In the same jumps-only meeting, Charles Friedek, the 1999 Triple Jump World Champion came close to his personal best landing at 17.40m and Bianka Kappler (6.71m) became the first German long jumper to meet the Olympic qualifying standard. All participating athletes, incidentally, donated their appearance money for the construction of an indoor athletics hall, which apparently was not to the liking of all managers!
The Spiegelburgs and their two older brothers learned the basics of pole vaulting from their father in Lengerich, a small town in north Westphalia.
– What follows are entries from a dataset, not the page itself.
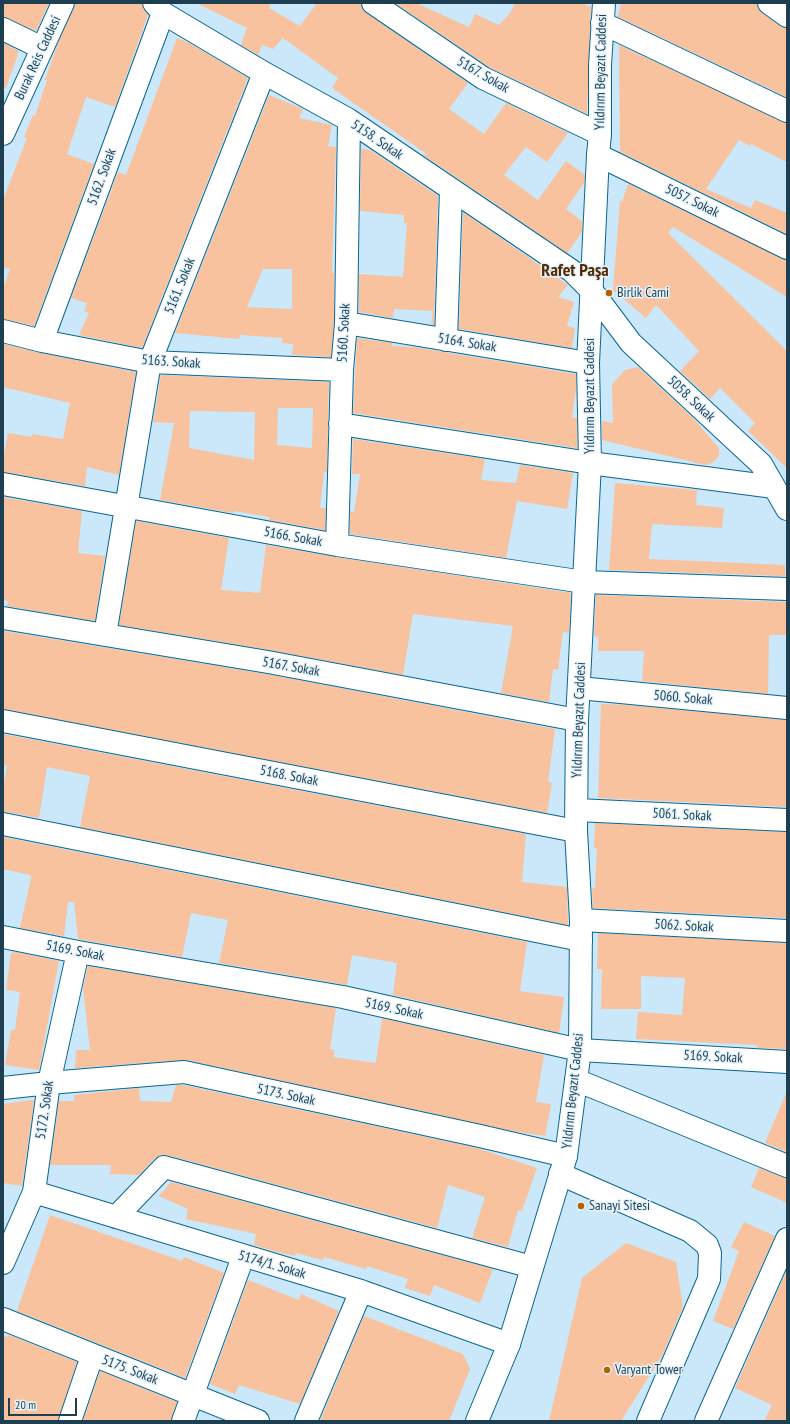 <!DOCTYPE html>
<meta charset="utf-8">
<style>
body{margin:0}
#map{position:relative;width:790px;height:1424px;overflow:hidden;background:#cae8fa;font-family:"PT Sans Narrow",sans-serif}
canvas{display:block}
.frame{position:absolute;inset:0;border:4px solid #1e3f51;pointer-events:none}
.scale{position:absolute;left:8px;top:1398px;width:69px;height:18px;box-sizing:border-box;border:2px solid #1e3f51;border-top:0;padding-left:5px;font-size:12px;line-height:14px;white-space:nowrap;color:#1e3f51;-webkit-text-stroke:3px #e4f3fc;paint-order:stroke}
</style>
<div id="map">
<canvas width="790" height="1424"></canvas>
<div class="frame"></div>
<div class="scale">20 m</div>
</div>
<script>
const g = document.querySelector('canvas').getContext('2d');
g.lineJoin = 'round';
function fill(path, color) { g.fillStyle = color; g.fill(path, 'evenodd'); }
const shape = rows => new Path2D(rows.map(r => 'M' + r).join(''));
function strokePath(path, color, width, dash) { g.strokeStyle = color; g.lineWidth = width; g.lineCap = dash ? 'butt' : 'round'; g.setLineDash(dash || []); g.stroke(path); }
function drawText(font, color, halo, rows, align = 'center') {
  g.font = font + ' "PT Sans Narrow",sans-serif'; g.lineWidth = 3; g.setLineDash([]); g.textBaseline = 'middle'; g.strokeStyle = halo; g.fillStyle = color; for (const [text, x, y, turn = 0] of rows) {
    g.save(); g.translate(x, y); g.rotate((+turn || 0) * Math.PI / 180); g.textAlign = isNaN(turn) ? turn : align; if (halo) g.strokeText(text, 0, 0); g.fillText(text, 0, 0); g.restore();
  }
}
const building = shape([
 [3,3,49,3,36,31,3,17],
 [75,3,142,3,148,15,115,107,86,97,67,154,94,164,34,326,3,319,3,289,10,269,3,267,3,200,27,138,24,137,33,115,35,116,47,80,45,80,57,46],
 [196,3,271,3,269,8,300,26,317,3,361,3,362,9,366,13,468,83,449,109,484,134,506,103,568,133,547,162,526,147,504,175,538,200,566,161,585,175,584,183,566,209,582,221,582,232,567,253,422,154,428,155,332,88,338,78,283,38,273,49,262,45,258,55,241,45,247,28],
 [395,3,416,3,469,27,475,14,499,25,510,13,515,3,581,3,591,7,587,114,489,67],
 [621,3,757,3,758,8,762,13,780,26,787,28,787,97,616,16,618,16],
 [177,38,189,43,248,78,142,348,79,335,89,313,84,311,87,303,71,298,118,172,126,175],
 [3,43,19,51,6,88,3,87],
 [619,45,787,123,787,162,751,144,750,146,739,140,706,189,751,208,755,200,787,213,787,234,620,152],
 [269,95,303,109,299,118,332,125,328,146,336,147,332,273,334,273,334,322,331,357,292,355,293,344,282,343,282,338,240,335,239,339,175,333],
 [263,269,292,269,292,309,247,307],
 [361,149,370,150,438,196,434,325,431,324,433,311,394,309,393,318,359,312,359,274,403,277,407,223,404,223,404,215,360,211],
 [628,184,787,260,787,297,673,227,668,233,787,351,787,468,748,431,755,423,720,388,710,399,680,371,699,351,656,305,646,318,613,290,620,200,622,202],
 [463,212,568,285,558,297,574,302,567,326,575,328,572,348,459,329],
 [357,338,392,343,392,346,413,347,576,374,576,389,572,417,577,418,577,448,353,413],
 [3,344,40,353,136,372,119,475,87,467,85,486,3,472,3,461,8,433,32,437,32,434,63,439,70,403,3,387],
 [638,367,692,417,719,448,719,456,712,463,705,465,602,440,602,421,613,423,612,384,625,370],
 [161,375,329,382,327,472,324,472,320,508,326,508,325,530,269,520,269,517,234,511,233,513,160,500,174,423,153,422],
 [278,408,313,408,312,448,277,445],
 [190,411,255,412,254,460,189,448],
 [353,439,485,459,481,480,516,483,520,465,573,473,567,509,517,501,506,558,350,534,350,511,354,512,360,474,352,474],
 [615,483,697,490,696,505,724,508,722,528,652,524,649,559,785,565,785,576,609,570],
 [3,497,82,511,78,553,105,556,95,621,7,606,8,601,3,600],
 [136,521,229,538,221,590,260,593,266,545,335,557,571,593,569,633,563,632,558,670,553,669,549,702,501,693,513,626,413,614,403,675,270,650,119,625],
 [596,595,787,602,787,635,769,635,768,694,642,681,644,651,598,651,598,637,594,636],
 [3,631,266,674,555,729,548,782,552,783,547,813,3,709],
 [601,704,627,705,787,720,787,807,598,798],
 [3,734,526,834,522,882,567,887,568,925,80,827,90,776,47,767,39,818,7,812,3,811,3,789,7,766,3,765],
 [595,823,787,832,787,918,593,908,592,888,595,888,597,848,594,848],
 [3,837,527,942,520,991,564,997,559,1033,393,995,397,963,352,955,347,985,219,963,228,920,191,913,182,957,78,939,74,902,68,902,64,936,20,928,31,878,30,875,3,869],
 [598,933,787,943,787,1049,757,1048,757,1045,636,1039,638,1012,682,1015,685,978,641,976,641,1009,601,1009,602,969,597,969],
 [15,952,59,961,39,1070,5,1065,11,1030,15,1030,20,992,6,990,11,953],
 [88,966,336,1008,330,1049,335,1050,333,1057,376,1063,382,1018,544,1055,536,1102,551,1104,545,1136,512,1131,187,1060,75,1068,76,1050,90,1050,83,988],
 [176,1085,183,1085,477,1148,537,1168,522,1211,518,1210,508,1247,472,1238,485,1197,448,1185,437,1228,167,1155,161,1155,155,1158,139,1175,110,1174,111,1165,50,1165,59,1101,74,1101,74,1095,139,1088,140,1101,171,1102],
 [787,1091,787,1152,765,1143],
 [32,1100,34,1100,22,1186,3,1183,3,1104],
 [759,1168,787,1178,787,1203,751,1187],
 [171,1182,493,1269,480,1303,434,1285,430,1296,405,1288,408,1279,367,1266,366,1269,324,1257,323,1260,296,1253,295,1256,273,1251,254,1245,256,1234,186,1219,188,1209,159,1196],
 [50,1215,154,1251,182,1261,184,1257,224,1273,185,1378,17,1311],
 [744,1222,775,1236,733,1329,713,1321,739,1251,731,1247],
 [626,1243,676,1262,683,1307,663,1354,621,1421,549,1421,582,1278],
 [787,1270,787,1421,764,1421,772,1405,735,1388],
 [248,1280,299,1300,301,1294,339,1311,300,1404,239,1385,235,1394,210,1384],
 [364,1316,463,1354,470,1369,449,1421,320,1421],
 [9,1335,77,1362,58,1421,3,1421,3,1336,8,1337],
 [100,1371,177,1402,171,1421,83,1421]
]);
const minor = shape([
 [154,3,163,13,264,73,349,120,572,271,592,291,631,343,761,464,787,509],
 [373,3,483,78,600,134],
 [769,3,787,16],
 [602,23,787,111],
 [3,29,42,48],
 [598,155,787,248],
 [346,323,588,363],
 [3,331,42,341,150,362,342,370],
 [446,340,451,190],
 [42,341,163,13],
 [340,424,590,463,774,487],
 [3,484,337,545,584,582,787,589],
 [337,545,342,370,346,323,349,120],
 [3,618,268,662,577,720],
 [105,635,150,362,264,73],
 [579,688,787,708],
 [3,721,576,831],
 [577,810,787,820],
 [3,824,581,940],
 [581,920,787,931],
 [3,937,78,952,343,997,580,1050,787,1062],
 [576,1080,787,1166],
 [3,1088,49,1083,184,1072,480,1136,566,1156],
 [560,1174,690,1231,707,1245,710,1253,709,1279,648,1421],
 [34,1192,361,1291,509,1344],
 [116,1217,164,1167,532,1267],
 [3,1263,34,1192,49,1083,78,952],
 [3,1319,258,1421],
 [70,1421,92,1356],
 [183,1421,243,1257],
 [306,1421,361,1291],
 [706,1421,787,1239]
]);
const major = shape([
 [3,134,63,3],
 [477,1421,509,1344,566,1156,580,1050,581,920,576,831,577,720,590,463,588,363,598,155,600,134,600,65,604,3]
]);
const markers = [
 [609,293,4,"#b95f00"],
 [581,1206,4,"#b95f00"],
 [607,1370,4,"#b95f00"]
];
const streetNames = [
 ["Burak Reis Caddesi",38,58,-65],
 ["Yıldırım Beyazıt Caddesi",601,72,-89],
 ["5167. Sokak",483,75,30],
 ["5158. Sokak",377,140,34],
 ["5162. Sokak",102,177,-70],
 ["5057. Sokak",692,201,26],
 ["5161. Sokak",180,286,-68],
 ["5160. Sokak",344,333,-87],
 ["5164. Sokak",467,343,9],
 ["5163. Sokak",171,362,4],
 ["Yıldırım Beyazıt Caddesi",590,396,-90],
 ["5058. Sokak",691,399,43],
 ["5166. Sokak",293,537,10],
 ["5167. Sokak",291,667,10],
 ["5060. Sokak",683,698,5],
 ["Yıldırım Beyazıt Caddesi",579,720,-88],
 ["5168. Sokak",289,776,11],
 ["5061. Sokak",682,815,3],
 ["5062. Sokak",684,926,3],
 ["5169. Sokak",75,951,11],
 ["5169. Sokak",394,1009,12],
 ["5169. Sokak",713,1057,3],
 ["Yıldırım Beyazıt Caddesi",573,1091,-84],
 ["5173. Sokak",286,1095,12],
 ["5172. Sokak",45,1110,-82],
 ["5174/1. Sokak",272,1265,16],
 ["5175. Sokak",130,1370,21]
];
const poiNames = [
 ["Birlik Cami",617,293],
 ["Sanayi Sitesi",589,1206],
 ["Varyant Tower",615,1370]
];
const districtNames = [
 ["Rafet Paşa",575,271]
];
fill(building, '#f7c29d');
strokePath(minor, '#09668f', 24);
strokePath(major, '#09668f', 24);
strokePath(minor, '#fff', 22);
strokePath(major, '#fff', 22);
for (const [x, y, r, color] of markers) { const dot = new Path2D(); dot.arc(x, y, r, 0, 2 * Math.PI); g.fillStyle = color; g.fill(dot); strokePath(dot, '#e4f3fc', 1.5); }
drawText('14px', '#1e3f51', '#e4f3fc', streetNames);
drawText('14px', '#1e3f51', '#e4f3fc', poiNames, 'left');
drawText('bold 18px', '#552902', '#e4f3fc', districtNames);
</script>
Ansgar Spiegelburg, who was originally destined to become a farmer and manage the family estate but finally studied as a teacher, took up the Pole Vault accidentally, because former National Head Coach Walter Simon lived in the same town, Georgsmarienhütte, rather far from the German Athletics training centres.
“Unfortunately my teacher did not live to see the greatest achievements of my children. He died shortly before Richard became German champion with 5.85m and Silke became World Youth champion with 4.00m in 2001.”
The German athletics family keeps its fingers crossed for Silke Spiegelburg in Grosseto, as she has a bad souvenir from another World Junior Championships; the youngest member of the German team at the 2002 edition fell ill with dengue fever in Kingston. Already debilitated by her illness, she could only manage an eighth place before having to take a long break to recover her health.
As Canada (following on China) was one of the countries touched by the SARS epidemics in 2003, a worried Ansgar Spiegelburg did not allow his daughter to make the trip to the 2003 World Youth Championships in Sherbrooke, as she had only just recovered from the last effects of dengue fever. Silke was replaced by Lisa Ryshich, who took the title back to Ger-many with a 4.05m clearance.
Just how good a chance Silke Spiegelburg had to repeat her Debrecen title in Sherbrooke became clear shortly afterwards, when she became European Junior Champion in Tampere with 4.20m ahead of Floe Kühnert, the 2002 World Junior champion.
Now she has improved 13 centimetres on that height. Her first missed attempt was at 4.43m, as she tried to better the German junior record held with 4.42m by Yvonne Buschbaum, now a 4.70m specialist.
If nothing goes wrong, Silke Spiegelburg will be joined in Grosseto as one of the best medal hopes for Germany by a neighbour: Annika Suthe, from the athletically inconspicuous Mettingen, has already obtained the Olympic qualifying standard in the javelin with a throw of 61.14m.